What is a data center?
A data center can be a defined as a location where an organization stores its computer systems and all other related components. Organizations keep storage systems, backup power systems, security systems, servers, and air conditioners in their data centers. Organizations began adopting the concept of data centers when the e-commerce became popular. Business owners realized the need to stay connected to their customers online throughout the day and night. The demand for reliable internet connections increased and this lead to an increase in the demand for data centers.
As data centers become popular as a way of safeguarding hardware, business owners realized that maintaining a data center was costly. Companies were incurring huge costs in the maintenance of data centers, power bills, and air conditioning systems. Hiring experts to monitor the performance of data centers to avoid interruptions was also expensive. Consequently, the concept of micro data centers was born. Customers began to demand smaller and environmentally friendly data centers. Before the introduction of micro data centers, large industries were the largest consumers of electric power. Today, most organizations choose data centers based on their size, portability, and accessibility. Small data centers are preferred because they are cost-effective and convenient for most users.
What are micro data centers?
Micro data centers are smaller than traditional data centers and have the capacity to perform different tasks. The most common type of micro data center is the containerized or modular micro data center. A modular micro data center can perform more tasks than a large modular data center. The traditional containerized data centers were 40 feet in size and had thousands of virtual machines. The data centers had tens of servers as well, which made their deployment speed slow. The modern micro data centers are contained in 19-inch boxes and have no more than a hundred virtual machines. Also, these data centers are built to carry less than ten servers.

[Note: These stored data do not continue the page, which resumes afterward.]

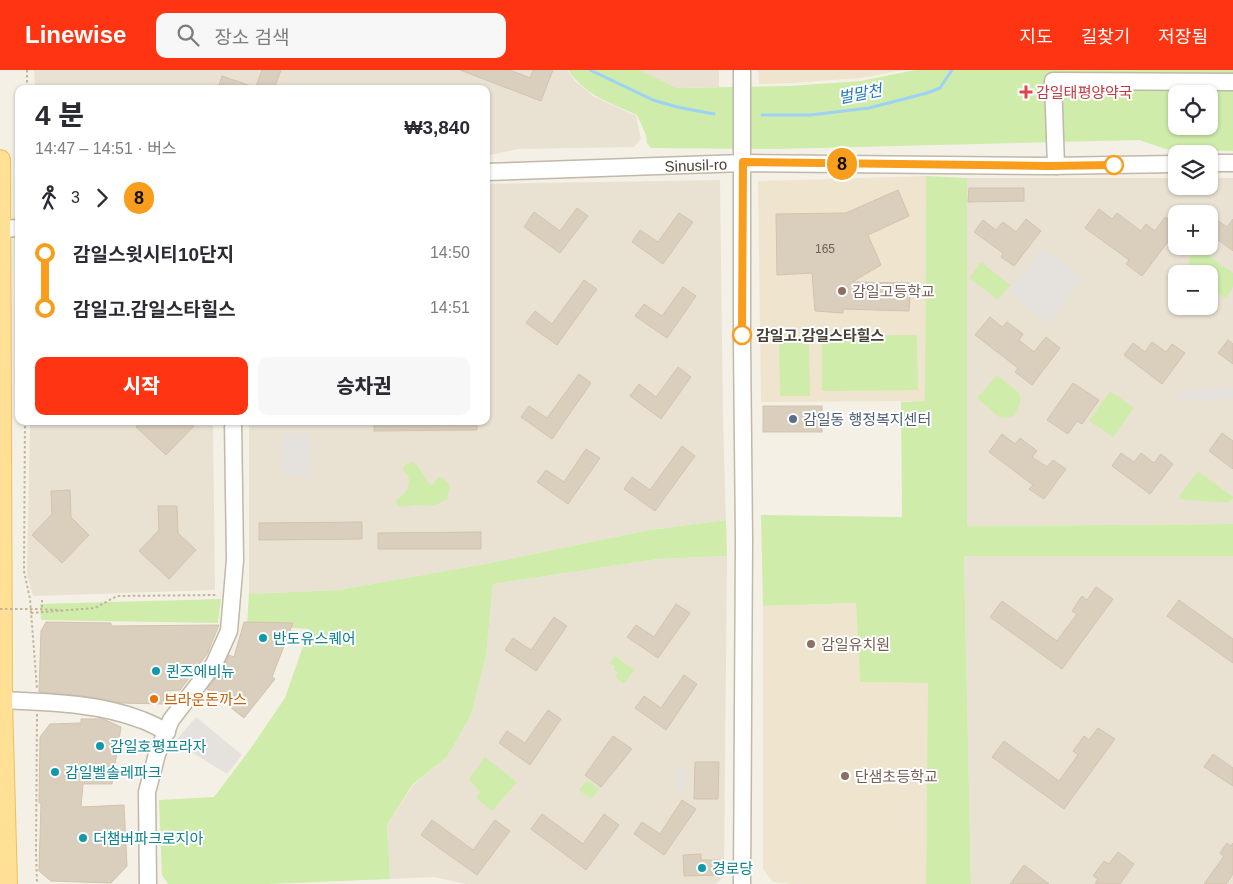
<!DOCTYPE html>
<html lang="ko">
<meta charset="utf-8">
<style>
:root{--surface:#fff;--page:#f7f7f7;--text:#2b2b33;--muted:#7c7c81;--accent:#ff3412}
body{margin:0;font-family:Helvetica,"Noto Sans KR",sans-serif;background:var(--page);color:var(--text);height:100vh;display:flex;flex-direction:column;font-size:19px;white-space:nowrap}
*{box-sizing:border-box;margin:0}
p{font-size:16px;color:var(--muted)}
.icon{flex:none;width:28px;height:28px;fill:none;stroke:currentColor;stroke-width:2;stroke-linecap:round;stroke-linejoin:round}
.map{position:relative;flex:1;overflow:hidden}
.drawer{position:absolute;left:15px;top:15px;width:475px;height:340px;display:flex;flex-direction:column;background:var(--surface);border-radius:10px;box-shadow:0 1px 4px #0004}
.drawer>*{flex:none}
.badge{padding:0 10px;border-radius:16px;font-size:18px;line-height:32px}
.tools{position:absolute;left:1168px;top:15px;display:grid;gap:10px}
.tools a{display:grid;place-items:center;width:50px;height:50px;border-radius:10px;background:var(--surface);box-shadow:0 1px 4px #0004;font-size:25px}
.map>.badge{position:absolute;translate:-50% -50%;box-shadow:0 0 0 2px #fff}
.legs{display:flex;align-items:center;gap:8px;height:55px;padding:0 20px;font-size:16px}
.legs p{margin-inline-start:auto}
.headline{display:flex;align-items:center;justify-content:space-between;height:85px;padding:0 20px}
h1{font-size:28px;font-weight:800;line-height:38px}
.button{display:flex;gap:10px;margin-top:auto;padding:10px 20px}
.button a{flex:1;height:58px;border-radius:10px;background:var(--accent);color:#fff;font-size:20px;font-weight:800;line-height:58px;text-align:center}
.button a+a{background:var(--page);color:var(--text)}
ul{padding:0 20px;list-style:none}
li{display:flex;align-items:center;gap:18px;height:55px;font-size:19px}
li i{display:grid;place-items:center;width:8px;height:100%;margin:0 6px;background:currentColor}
li i::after{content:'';width:12px;height:12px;margin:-6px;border:4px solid;border-radius:50%;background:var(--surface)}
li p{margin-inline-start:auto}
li:first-child i{background:linear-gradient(#0000 50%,currentColor 0)}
li:last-child i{background:linear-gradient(currentColor 50%,#0000 0)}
header{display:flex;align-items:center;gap:30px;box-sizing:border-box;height:70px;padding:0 25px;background:var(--accent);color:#fff}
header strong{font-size:24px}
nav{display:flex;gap:28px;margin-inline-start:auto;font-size:18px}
.search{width:350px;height:45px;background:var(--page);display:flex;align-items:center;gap:12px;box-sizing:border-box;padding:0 18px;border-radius:10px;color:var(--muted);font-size:19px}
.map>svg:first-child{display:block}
.residential{fill:#e9e2d3;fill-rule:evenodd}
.education{fill:#efe5ce}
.green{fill:#cfecab;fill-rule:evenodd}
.parking{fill:#e5e2de}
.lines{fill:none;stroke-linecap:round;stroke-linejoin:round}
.stream{stroke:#9dd2f6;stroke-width:3}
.building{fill:#dacebd;stroke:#d2c3ad}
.minor-casing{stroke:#c0b8a8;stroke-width:19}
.major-casing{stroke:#edc05b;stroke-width:22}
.path{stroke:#c3b498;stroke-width:2;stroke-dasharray:2.5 2.5;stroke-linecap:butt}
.minor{stroke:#fff;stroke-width:16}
.major{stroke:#ffe094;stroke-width:20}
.path-bridge{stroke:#c3b498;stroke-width:2;stroke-dasharray:2.5 2.5;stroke-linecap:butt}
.line-1-casing{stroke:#fff;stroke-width:11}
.line-1{stroke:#f99d1c;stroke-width:8}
.health-dot{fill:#e0444e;stroke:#fff;stroke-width:2}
.stop-1-dot{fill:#fff;stroke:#f99d1c;stroke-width:2.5}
.education-dot{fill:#8d6e63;stroke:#fff;stroke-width:2}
.service-dot{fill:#5c6f8a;stroke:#fff;stroke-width:2}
.culture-dot{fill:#0f9aa8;stroke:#fff;stroke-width:2}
.food-dot{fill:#e8710a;stroke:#fff;stroke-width:2}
.labels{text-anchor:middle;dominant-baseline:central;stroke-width:4;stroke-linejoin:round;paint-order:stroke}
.number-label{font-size:12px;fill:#6c6456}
.health-label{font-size:15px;fill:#be3a42;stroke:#fff;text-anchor:start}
.street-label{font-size:15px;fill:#484034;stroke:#fff}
.education-label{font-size:15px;fill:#785e54;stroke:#fff;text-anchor:start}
.stop-label{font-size:15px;font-weight:bold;fill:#484034;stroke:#fff;text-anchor:start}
.service-label{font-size:15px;fill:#4e5e75;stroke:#fff;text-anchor:start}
.culture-label{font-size:15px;fill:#0d838f;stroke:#fff;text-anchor:start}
.food-label{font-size:15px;fill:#c56008;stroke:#fff;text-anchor:start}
.water-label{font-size:16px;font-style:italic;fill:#2478b3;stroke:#fff}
</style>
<header>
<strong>Linewise</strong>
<div class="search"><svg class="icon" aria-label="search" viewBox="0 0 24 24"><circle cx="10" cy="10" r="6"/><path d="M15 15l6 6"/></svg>장소 검색</div>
<nav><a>지도</a><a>길찾기</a><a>저장됨</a></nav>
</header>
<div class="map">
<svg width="1233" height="814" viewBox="0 0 1233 814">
<rect width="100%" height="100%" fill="#f4f0e6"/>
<!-- residential -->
<g class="residential">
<path d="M34,0h533l8,11 18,15 43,20 5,23 -7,8 -116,2 -32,7v-67h-451z"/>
<path d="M640,0h79v17l-42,1z"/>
<path d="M967,108h209v8h33v-8h24v346l-266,2zM1176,144h33v32h-33zM1176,204h33v32h-33z"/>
<path d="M720,110l3,240 3,100 -77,10 -164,34 -147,26 -89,4v-173h237v-237z"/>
<path d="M30,351h183l2,169 -182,6 -6,-22z"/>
<path d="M727,486l-3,320 -8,8h-250l-32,-7 -44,2 -3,-54 26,-40 34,-28 24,-42 15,-59 7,-72 165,-25z"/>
<path d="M964,486h269v328h-262z"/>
</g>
<!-- education -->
<g class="education">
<path d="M758,0h144l-41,8 -70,5 -32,1z"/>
<path d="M926,106l-1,225 -164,1 -3,-221z"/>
<path d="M856,533l4,79 69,1 -3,201h-134l-19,-2 -10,-13v-263z"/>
</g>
<!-- green -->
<g class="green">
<path d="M568,0h72l37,18 113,-2 71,-5 54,-11h318v81l-67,-2 -27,-9 -363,9 -125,-1 -4,-4 -1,-9 -9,-20c-28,-13 -51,-19 -69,-45zM1176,24h33v32h-33z"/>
<path d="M926,106l41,2v348l266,-2v32h-269l7,328h-45l2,-201 -68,-1 -4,-79 -93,3 -2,-91 141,2 -1,-115 24,-1z"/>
<path d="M1198,178l35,25v14l-7,12 -17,-11v-14h-23l4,-18z"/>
<path d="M981,192l29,23 -12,15 -29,-22z"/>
<path d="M917,265l1,55 -96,1v-55z"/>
<path d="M779,273h30l1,53h-30z"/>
<path d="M997,305l23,19v10l-7,13 -13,1 -23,-20z"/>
<path d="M1110,321l24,17 -21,29 -24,-16z"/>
<path d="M412,392l5,3 12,19 4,1 5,-8 5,1 7,8 -3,13c-13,8 -16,7 -30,6 -9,-1 -15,6 -22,-3 6,-5 16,-13 14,-22 0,-5 -4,-7 -6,-11l2,-4z"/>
<path d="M1198,401l35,26v1l-5,5 -49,-4 2,-5z"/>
<path d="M726,450l1,36 -69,3 -165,25 -7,72 -15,59 -24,42 -35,28 -25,40 3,54 -121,5h-101l-6,-9 -3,-75 55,-3 37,-49 34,-50 24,-69 -62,-4 2,-31 89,-4 147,-26 164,-34z"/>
<path d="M221,529l-3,24 -177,-3 -1,-16z"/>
<path d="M615,586l19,14 -10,14 -9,-7 3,-4 -4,-3 1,-3 -5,-4z"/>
<path d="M485,687l32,25 -25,29 -16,-13 4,-6 -11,-13z"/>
<path d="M587,710l12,9 -8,10 -12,-9z"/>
</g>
<!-- parking -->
<g class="parking">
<path d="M1043,179l40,28 -36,47 -37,-33z"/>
<path d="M1233,318v11l-53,1 -1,-9z"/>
<path d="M283,364h27l1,42h-29z"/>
<path d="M196,647l46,38 -15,19 -52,-32z"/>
<path d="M676,699h9l1,22h-9z"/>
</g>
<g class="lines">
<!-- stream -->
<g class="stream">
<path d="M590,0l63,30 24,7 37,7"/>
<path d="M762,45h48l59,-7 58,-15 13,-5 12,-18"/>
</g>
</g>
<!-- building -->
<g class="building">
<path d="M262,0h19l-7,19h-19z"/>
<path d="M460,0h50l20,8 3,-8h20l-12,31z"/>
<path d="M222,6l32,11v2h-36z"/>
<path d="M969,118h55v13l-56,1z"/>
<path d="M898,120l11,26 -41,19 13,30 -29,17 59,1 -2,28 -66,-2v4l-28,-2 -3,-38 -35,2 -1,-61 70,-1z"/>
<path d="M577,138l11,8 -28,37 -36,-26 10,-15 26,19z"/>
<path d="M1099,139l13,10 5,-6 24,18 5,-7 9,7 10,-14 11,8v6l-34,45 -16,-12 3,-4 -44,-32z"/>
<path d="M679,143l14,9 -30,42 -31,-22 8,-12 18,12z"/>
<path d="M1026,149l15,12 -27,35 -13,-9 2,-4 -29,-21 9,-12 13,10 7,-8 13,10z"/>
<path d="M1233,149v32l-24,-18 8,-13 10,7z"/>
<path d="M584,210l13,9 -40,56 -31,-22 9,-12 17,13z"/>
<path d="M683,217l13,9 -29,42 -32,-22 9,-12 18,12z"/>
<path d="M990,247l12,10 5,-5 16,12 -4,6 15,12 12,-15 14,11 -28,37 -17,-13 3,-4 -43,-33z"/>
<path d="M1228,270l5,4v20l-15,-11z"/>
<path d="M1152,272l14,10 6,-8 13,9 -23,31 -38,-29 9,-12 12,9z"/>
<path d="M678,297l13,10 -30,42 -31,-23 9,-12 17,13z"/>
<path d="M579,304l12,9 -39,56 -31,-22 8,-11 18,12z"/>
<path d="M1073,313l26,17 -17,24 -5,-3 -9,13 -21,-14z"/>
<rect x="763" y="336" width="59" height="26"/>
<path d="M142,351h46l6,5 -28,29 -30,-28z"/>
<path d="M374,351h103v9l-103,1z"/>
<path d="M1222,363l11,8v28l-24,-18z"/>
<path d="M1002,364l13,10 5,-6 17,13 -5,6 15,10 6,-7 13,9 -22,30 -15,-10 4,-4 -44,-33z"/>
<path d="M682,376l13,10 -40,55 -31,-22 8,-12 18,13z"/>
<path d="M586,379l14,9 -32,46 -31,-22 9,-12 18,12z"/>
<path d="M1121,383l13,9 7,-9 13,10 7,-9 12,10 -23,30 -38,-28z"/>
<path d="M70,420l1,27 18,18 -27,28 -30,-28 20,-21 -1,-23z"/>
<path d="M158,436h19l1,27 18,17 -27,29 -30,-28 20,-21z"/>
<path d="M362,452v17l-103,1v-17z"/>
<path d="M481,462v17h-103v-16z"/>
<path d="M1096,517l17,12 -51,70 -72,-52 12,-16 55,40 20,-27 -5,-3 10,-15 5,4z"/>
<path d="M1179,530l54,39v24l-66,-47z"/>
<path d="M676,534l14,9 -32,45 -31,-21 9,-12 18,12z"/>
<path d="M554,547l13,9 -31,45 -31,-21 8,-12 18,12z"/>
<path d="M46,552l65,1v3l108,-1 -12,29 -27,36 -16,1v13l-43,-1 -29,-6 -53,-5 2,-61z"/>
<path d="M244,552l49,1 -21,54 3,2 -31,39 -37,-29 15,-19 7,-15 5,2z"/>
<path d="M684,605l13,9 -31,46 -31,-22 9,-12 17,12z"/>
<path d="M548,640l13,9 -31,46 -31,-22 8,-12 18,12z"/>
<path d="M81,649h22l18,8 -9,57h-29l-2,23 43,-2 3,61 -16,17 -60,-2 -12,-10 2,-68h-2l1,-66 10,-13 31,-1z"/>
<path d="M1098,658l17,11 -51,70 -72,-52 12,-16 55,40 19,-26 -5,-4 11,-15 5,4z"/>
<path d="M613,666l19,13 -31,38 -16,-12z"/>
<path d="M1213,684l20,14v18l-29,-19z"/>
<path d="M695,692h24l-1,37h-24z"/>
<path d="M682,730l14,9 -32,46 -30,-21 8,-12 18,12z"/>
<path d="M542,744l41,30 21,-30 15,11 -33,45 -55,-41z"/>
<path d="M432,750l41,30 22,-30 15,11 -33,44 -56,-40z"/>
<path d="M1227,773l4,3 2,-3v31l-7,10h-22l20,-28 -4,-3z"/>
<path d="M1118,782l16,12 -14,20h-25l3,-5 -5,-3 11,-15 5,3z"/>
<path d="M701,784v6h19v15l-36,1 -1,-21z"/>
<path d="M1024,795l25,19h-39z"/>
</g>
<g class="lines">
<defs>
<g id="minor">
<path d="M742,0v273l2,197 -2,344"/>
<path d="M1209,93h24"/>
<path d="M1056,96l-3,-85 180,1"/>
<path id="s1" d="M486,102l257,-9 305,3 128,-2"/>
<path d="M0,159l19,-1"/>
<path d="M2,630c46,2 97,3 140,20 9,3 17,8 25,12"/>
<path d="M148,814l-1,-92 10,-38 14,-34 43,-56 15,-33 6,-71 -2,-139"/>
</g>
<path id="major" d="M0,90l2,540 5,184"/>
</defs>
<!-- minor casing -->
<use href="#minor" class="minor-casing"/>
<!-- major casing -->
<use href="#major" class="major-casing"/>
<!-- path -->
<g class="path">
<path d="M27,0v19"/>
<path d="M25,351l-1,150 6,28 7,90"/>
<path d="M42,530v9"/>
<path d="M35,539l26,1"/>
<path d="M31,543l64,-5 22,-12 100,-1"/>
<path d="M37,644l-1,138 1,32"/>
</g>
<!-- minor -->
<use href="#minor" class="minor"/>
<!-- major -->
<use href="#major" class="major"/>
<!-- path-bridge -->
<path class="path-bridge" d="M0,539h35"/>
</g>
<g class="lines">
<defs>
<path id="line-1" d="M742,265l1,-173 305,4 66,-1"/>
</defs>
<!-- line-1 casing -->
<use href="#line-1" class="line-1-casing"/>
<!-- line-1 -->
<use href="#line-1" class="line-1"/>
</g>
<!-- markers -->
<path class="health-dot" d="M1023.5 14.5h5v5h5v5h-5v5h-5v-5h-5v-5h5z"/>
<g class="stop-1-dot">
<circle cx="1114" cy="95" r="9"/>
<circle cx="742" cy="265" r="9"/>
</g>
<g class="education-dot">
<circle cx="842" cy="221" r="5"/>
<circle cx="811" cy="574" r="5"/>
<circle cx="845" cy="706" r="5"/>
</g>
<circle class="service-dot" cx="793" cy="349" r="5"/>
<g class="culture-dot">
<circle cx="263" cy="568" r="5"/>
<circle cx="156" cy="601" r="5"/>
<circle cx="100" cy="676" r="5"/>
<circle cx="55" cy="702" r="5"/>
<circle cx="83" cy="768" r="5"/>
<circle cx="702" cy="798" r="5"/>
</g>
<circle class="food-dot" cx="154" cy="629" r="5"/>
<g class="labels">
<!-- number labels -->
<g class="number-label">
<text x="825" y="179">165</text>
</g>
<!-- health labels -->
<g class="health-label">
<text x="1036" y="22">감일태평양약국</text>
</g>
<!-- street labels -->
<g class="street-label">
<text stroke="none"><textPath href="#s1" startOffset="210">Sinusil-ro</textPath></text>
</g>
<!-- education labels -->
<g class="education-label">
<text x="852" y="221">감일고등학교</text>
<text x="821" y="574">감일유치원</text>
<text x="855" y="706">단샘초등학교</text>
</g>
<!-- stop labels -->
<g class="stop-label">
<text x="756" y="265">감일고.감일스타힐스</text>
</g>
<!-- service labels -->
<g class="service-label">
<text x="803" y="349">감일동 행정복지센터</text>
</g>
<!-- culture labels -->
<g class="culture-label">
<text x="273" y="568">반도유스퀘어</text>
<text x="166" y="601">퀸즈에비뉴</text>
<text x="110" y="676">감일호평프라자</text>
<text x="65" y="702">감일벨솔레파크</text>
<text x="93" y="768">더챔버파크로지아</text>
<text x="712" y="798">경로당</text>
</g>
<!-- food labels -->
<g class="food-label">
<text x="164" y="629">브라운돈까스</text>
</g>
<!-- water labels -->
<g class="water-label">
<text transform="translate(860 24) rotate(-11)">벌말천</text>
</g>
</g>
</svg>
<div class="tools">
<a><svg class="icon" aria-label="locate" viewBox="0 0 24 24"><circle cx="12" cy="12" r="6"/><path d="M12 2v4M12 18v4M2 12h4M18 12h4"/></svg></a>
<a><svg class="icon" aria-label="layers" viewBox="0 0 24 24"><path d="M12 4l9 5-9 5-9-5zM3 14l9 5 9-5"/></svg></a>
<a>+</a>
<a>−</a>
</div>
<b class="badge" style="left:842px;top:94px;background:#f99d1c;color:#111">8</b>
<section class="drawer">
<div class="headline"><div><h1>4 분</h1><p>14:47 – 14:51 · 버스</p></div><b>₩3,840</b></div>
<div class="legs"><svg class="icon" aria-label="walk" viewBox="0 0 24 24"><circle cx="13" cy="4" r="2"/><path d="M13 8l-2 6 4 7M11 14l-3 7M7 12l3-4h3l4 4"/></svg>3<svg class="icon" aria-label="forward" viewBox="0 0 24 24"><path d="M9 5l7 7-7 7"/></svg><b class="badge" style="background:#f99d1c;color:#111">8</b></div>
<ul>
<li><i style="color:#f99d1c"></i><b>감일스윗시티10단지</b><p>14:50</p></li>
<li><i style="color:#f99d1c"></i><b>감일고.감일스타힐스</b><p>14:51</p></li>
</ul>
<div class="button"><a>시작</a><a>승차권</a></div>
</section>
</div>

Despite their small size, micro data centers are complete with cooling systems, security systems and protection from common organizational hazards such as fire and water. They are highly versatile and ideal for remote storage solutions. The functions of a micro data center depend on its configuration. Providers configure each data center to perform specific functions. Traditional data centers perform all IT, security, environmental conditioning, and storage tasks that an organization required. Micro data centers are preconfigured for specific tasks. For instance, some are specifically designed to safeguarding data against theft, floods, and fire. Such data centers may not perform additional tasks such as biometric control.
Micro data centers are ideal for organizations that handle data that require high levels of security. They have been widely adopted in the banking sector, which handles sensitive customer data. It is easier for organizations to restrict access to sensitive data when using micro data centers than when using the traditional data centers. A firm can choose to configure its containerized data center to include a biometric entry system. The biometric system controls access and data modification by authorized users and system administrators. The data centers are also ideal for small businesses that do not require large storage spaces of cannot afford elaborate information infrastructures.